En 1956, le Conseil publie un document intitulé « L'I.CL. et le Xxième Congrès du P.C. Russe » qui contient des appréciations étonnantes du genre :
« La bureaucratie russe liquide le stalinisme pour s'éloigner plus encore des positions d'octobre 1917... »...
« (les décisions du Xxième Congrès)... entraînet le passage OFFICIEL des partis communistes dans le camp du réformisme... »
« ... (Le Xxième Congrès)... ouvre une crise de transition à l'intérieur de la société soviétique et des partis communistes... »
Le texte conclut en indiquant que le rôle de l'I.C.L. est le « travail normal d'éclaircissement », et la « récupération des militants communistes-révolutionnaires ».
La F.C.L. passera de la théorie à la pratique.

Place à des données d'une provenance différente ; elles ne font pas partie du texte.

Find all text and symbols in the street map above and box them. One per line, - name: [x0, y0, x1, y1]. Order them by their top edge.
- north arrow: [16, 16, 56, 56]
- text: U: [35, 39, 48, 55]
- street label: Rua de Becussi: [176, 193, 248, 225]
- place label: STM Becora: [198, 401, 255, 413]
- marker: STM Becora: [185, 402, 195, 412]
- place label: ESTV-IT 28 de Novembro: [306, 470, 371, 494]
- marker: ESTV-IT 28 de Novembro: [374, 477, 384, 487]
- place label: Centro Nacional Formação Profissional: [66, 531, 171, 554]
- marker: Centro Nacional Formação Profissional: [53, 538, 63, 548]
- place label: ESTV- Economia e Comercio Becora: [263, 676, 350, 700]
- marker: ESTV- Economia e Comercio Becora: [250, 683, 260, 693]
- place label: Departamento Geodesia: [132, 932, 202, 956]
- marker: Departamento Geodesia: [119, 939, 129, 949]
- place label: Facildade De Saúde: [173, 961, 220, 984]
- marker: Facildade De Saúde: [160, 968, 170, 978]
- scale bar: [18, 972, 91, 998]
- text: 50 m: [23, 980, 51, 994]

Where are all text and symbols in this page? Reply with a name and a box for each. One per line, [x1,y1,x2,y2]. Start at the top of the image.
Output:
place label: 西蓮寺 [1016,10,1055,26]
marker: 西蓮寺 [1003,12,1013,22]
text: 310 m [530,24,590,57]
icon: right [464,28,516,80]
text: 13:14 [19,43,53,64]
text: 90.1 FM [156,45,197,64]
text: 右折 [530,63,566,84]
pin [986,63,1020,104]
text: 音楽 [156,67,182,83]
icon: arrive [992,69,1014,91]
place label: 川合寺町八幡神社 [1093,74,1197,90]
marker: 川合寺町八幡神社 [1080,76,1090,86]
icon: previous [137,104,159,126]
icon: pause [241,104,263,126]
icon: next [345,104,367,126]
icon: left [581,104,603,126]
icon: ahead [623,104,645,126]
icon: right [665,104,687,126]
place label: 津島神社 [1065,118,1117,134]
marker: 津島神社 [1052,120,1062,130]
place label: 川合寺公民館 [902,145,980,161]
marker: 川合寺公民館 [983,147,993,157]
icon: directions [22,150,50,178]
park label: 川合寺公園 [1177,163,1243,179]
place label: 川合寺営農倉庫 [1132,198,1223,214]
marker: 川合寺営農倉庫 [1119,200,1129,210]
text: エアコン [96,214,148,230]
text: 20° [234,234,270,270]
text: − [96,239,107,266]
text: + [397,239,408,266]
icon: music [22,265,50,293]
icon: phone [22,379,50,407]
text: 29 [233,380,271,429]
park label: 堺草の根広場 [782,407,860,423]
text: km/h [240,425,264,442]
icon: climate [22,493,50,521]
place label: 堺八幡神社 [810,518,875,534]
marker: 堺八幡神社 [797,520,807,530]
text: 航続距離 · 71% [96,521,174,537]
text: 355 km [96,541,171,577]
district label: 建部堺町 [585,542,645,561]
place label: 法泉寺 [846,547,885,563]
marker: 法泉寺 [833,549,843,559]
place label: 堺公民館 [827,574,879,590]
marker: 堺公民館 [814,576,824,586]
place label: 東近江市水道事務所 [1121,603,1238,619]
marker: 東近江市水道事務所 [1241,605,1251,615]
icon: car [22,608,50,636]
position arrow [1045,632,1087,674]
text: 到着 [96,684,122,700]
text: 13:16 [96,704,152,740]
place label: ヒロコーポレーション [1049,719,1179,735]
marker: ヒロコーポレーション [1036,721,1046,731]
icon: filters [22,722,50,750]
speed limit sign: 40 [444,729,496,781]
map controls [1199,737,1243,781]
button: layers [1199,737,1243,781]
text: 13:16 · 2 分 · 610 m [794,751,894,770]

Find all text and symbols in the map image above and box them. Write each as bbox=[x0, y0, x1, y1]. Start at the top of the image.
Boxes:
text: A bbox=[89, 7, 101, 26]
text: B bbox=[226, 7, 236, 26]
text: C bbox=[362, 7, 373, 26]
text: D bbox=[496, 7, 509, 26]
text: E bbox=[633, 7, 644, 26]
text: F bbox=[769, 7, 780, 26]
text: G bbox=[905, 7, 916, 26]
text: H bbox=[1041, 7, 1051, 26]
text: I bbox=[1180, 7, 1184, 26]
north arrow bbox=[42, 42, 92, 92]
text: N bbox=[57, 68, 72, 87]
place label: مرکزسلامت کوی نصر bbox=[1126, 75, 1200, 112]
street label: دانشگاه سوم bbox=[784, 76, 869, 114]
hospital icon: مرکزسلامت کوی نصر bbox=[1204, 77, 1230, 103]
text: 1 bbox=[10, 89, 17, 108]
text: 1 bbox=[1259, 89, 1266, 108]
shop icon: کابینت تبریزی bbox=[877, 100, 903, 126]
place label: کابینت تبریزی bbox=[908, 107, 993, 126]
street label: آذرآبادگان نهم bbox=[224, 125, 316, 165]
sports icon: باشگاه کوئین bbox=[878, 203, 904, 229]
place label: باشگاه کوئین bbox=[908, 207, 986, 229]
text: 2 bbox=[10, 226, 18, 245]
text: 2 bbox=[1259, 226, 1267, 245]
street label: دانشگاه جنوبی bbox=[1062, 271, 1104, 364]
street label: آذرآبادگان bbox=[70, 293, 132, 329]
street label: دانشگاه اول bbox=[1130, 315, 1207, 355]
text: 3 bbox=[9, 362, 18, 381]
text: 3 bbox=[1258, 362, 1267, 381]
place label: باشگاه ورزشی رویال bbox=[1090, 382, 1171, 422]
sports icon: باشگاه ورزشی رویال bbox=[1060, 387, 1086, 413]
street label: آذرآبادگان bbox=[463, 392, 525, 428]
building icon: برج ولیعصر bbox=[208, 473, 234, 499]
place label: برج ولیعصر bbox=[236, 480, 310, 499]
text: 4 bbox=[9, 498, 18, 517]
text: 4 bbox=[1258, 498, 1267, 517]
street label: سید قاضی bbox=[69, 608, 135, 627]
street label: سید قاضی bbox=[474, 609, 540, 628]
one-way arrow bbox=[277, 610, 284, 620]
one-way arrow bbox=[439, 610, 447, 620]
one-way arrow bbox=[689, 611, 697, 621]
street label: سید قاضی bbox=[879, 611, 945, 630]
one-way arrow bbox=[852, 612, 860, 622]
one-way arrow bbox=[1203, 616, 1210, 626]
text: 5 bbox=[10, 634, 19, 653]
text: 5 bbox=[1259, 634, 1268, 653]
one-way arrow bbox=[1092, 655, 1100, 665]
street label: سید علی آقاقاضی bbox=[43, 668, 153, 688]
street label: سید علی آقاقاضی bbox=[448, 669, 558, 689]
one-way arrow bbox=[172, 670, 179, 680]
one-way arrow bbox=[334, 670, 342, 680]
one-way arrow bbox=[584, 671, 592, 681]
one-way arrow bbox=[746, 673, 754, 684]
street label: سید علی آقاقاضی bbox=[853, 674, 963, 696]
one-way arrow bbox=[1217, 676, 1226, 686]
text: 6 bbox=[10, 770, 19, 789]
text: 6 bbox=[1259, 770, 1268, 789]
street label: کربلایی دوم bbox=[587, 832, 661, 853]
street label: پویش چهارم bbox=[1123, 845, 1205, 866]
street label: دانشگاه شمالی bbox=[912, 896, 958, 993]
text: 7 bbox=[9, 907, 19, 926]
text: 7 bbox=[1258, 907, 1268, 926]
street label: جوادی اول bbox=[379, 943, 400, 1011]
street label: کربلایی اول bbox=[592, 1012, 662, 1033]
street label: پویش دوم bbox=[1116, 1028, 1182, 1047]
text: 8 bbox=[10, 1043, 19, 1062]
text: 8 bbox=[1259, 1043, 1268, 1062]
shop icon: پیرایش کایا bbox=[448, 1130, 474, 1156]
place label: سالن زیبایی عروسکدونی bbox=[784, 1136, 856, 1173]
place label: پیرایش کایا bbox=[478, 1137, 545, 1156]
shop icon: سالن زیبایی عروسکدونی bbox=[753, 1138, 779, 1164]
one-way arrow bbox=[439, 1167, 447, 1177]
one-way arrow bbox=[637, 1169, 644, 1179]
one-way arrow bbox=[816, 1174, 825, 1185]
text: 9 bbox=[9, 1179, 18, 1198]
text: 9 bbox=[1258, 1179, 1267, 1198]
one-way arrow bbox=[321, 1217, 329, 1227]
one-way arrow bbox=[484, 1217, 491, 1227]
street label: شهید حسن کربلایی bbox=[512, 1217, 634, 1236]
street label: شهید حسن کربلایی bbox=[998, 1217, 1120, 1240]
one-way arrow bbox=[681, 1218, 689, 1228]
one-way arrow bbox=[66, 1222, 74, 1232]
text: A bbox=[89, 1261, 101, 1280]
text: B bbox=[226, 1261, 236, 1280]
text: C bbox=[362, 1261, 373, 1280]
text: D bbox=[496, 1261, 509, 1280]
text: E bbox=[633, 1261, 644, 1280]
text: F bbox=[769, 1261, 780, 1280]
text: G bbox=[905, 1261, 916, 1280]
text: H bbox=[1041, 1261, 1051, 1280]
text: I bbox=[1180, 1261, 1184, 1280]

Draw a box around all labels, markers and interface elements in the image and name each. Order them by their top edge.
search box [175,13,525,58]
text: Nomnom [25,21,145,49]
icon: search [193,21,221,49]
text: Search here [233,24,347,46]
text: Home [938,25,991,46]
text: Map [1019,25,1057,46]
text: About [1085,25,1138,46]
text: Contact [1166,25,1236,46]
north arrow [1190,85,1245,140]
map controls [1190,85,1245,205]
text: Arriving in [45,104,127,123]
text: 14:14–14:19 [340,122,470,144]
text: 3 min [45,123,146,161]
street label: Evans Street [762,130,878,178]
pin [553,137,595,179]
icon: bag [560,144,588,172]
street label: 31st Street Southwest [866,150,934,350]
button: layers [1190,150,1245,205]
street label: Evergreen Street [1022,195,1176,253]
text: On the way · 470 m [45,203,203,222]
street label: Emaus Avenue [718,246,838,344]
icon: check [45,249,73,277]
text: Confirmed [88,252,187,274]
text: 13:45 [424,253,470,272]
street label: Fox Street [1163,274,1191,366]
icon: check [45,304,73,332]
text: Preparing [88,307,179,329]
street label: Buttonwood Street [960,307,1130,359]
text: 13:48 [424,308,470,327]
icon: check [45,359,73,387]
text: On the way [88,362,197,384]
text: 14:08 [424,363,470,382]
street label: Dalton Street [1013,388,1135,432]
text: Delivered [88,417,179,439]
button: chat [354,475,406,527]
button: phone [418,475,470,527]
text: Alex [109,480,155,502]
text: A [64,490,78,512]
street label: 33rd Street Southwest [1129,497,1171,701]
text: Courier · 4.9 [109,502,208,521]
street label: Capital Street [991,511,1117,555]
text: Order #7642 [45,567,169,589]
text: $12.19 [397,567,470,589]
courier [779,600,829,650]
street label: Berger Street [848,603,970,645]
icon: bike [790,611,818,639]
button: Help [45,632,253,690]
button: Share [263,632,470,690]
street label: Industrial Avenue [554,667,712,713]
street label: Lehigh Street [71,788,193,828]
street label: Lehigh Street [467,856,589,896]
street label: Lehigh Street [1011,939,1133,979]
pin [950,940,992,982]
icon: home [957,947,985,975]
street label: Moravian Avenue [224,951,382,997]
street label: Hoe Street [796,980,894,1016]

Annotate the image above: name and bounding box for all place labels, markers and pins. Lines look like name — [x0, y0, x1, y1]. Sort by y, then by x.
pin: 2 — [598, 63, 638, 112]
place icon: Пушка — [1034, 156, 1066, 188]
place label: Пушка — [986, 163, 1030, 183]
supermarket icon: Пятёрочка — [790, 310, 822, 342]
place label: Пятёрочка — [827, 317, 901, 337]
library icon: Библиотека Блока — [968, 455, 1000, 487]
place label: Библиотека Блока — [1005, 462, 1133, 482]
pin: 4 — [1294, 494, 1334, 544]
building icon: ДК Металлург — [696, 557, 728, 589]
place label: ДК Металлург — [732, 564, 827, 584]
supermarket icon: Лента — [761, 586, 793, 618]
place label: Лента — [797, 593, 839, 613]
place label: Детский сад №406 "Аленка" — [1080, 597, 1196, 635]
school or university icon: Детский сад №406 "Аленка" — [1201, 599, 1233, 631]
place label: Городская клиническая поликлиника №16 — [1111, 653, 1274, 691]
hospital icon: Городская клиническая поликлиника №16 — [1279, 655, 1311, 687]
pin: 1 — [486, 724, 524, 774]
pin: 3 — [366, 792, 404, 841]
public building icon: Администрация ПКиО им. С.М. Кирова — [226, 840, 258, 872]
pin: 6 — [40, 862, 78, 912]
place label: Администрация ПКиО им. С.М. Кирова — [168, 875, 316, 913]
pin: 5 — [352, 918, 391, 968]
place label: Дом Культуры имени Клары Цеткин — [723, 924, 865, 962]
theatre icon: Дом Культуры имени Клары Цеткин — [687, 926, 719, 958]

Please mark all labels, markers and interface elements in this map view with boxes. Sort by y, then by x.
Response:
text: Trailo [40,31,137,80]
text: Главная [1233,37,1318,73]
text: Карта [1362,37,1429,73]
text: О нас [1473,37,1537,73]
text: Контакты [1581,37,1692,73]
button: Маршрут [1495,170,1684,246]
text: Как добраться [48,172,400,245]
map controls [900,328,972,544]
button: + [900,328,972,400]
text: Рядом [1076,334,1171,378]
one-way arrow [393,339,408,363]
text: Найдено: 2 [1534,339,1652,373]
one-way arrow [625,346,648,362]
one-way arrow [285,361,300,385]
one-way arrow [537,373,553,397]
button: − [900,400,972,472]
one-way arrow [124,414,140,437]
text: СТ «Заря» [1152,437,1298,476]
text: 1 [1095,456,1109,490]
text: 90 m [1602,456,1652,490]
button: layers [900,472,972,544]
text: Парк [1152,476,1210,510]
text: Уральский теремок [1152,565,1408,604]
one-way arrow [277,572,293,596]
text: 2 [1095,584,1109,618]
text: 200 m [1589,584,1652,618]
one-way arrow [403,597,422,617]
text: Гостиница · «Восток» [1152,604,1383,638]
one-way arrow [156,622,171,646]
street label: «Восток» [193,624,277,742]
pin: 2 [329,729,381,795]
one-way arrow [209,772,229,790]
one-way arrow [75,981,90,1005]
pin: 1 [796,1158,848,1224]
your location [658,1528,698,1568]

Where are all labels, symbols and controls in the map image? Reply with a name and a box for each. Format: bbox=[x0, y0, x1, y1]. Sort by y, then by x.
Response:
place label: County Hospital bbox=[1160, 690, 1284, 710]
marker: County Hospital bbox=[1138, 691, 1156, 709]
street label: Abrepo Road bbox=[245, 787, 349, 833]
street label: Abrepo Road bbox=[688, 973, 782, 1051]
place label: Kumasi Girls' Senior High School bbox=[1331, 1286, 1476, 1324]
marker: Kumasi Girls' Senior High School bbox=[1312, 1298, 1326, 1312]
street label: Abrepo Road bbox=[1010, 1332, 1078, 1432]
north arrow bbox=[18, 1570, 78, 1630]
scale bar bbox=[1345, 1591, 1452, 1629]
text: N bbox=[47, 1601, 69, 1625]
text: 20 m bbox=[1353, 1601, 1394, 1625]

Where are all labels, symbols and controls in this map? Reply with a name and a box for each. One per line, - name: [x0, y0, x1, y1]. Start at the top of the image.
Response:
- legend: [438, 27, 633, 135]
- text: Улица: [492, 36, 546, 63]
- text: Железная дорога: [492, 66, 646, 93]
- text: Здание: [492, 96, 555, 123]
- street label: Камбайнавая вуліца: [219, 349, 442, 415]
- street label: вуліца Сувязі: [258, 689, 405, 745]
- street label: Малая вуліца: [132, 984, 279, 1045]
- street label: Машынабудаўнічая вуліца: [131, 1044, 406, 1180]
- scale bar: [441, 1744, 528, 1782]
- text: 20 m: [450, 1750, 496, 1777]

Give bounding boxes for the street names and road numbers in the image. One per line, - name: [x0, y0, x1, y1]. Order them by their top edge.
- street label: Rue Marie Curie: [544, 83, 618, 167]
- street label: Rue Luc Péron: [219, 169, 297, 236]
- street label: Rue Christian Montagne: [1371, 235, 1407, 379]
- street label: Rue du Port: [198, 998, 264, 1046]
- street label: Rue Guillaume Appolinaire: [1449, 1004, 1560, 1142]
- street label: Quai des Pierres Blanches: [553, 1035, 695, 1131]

En 1956, elle contacte André Marty qui vient d'être exclu du P.C.F. Celui-ci collaborera à quelques uméros du libertaire... mais sans rien renier de son action passée ! Tout au plus apporterat-il quelques éléments critiques sur le P.C.F. en dénonçant les pratiques bureaucratiques de l'appareil dirigeant de celui-ci. André Marty, après quelques trente-cinq années de participation à ces hautes sphères, n'accouche que d'une souris !
Ce ne seront pas ces prises de position qui provoqueront la crise finale de la F.C.L. l'élément fondamental de désagrégation de cette organisation fut, sans aucun doute, la participation de cette organisation aux élections législatives de 1956. Cette participation ne peut être évidemment dégagée de son contexte politique. L'orientation de la F.C.L., ses prises de position tout au long des années 1955 et 1956, pouvaient permettre de déceler les justifications théorico-politiques de la présentation de candidats. De 1953 à 1956, l'évolution est cependant brutale. En effet, à l'occasion des élections municipales de 1953, la Fédération anarchiste avait publié un manifeste condamnat celles-ci sans appel :
« ... Ces élections sont une imposture... »
« Aux travailleurs qui ... voudront voter en pensant choisir un moindre mal, nous rappelons que la droite c'est la réaction et la gauche, la trahison. Nous disons : votez donc, mais ce ne sera qu'une expérience de plus. Abstention massive ! Non parce que nous nous désintéressons des questions communales, mais au contraire parce que tout le régime est en cause et que ces élections ne sont qu'une imposture... »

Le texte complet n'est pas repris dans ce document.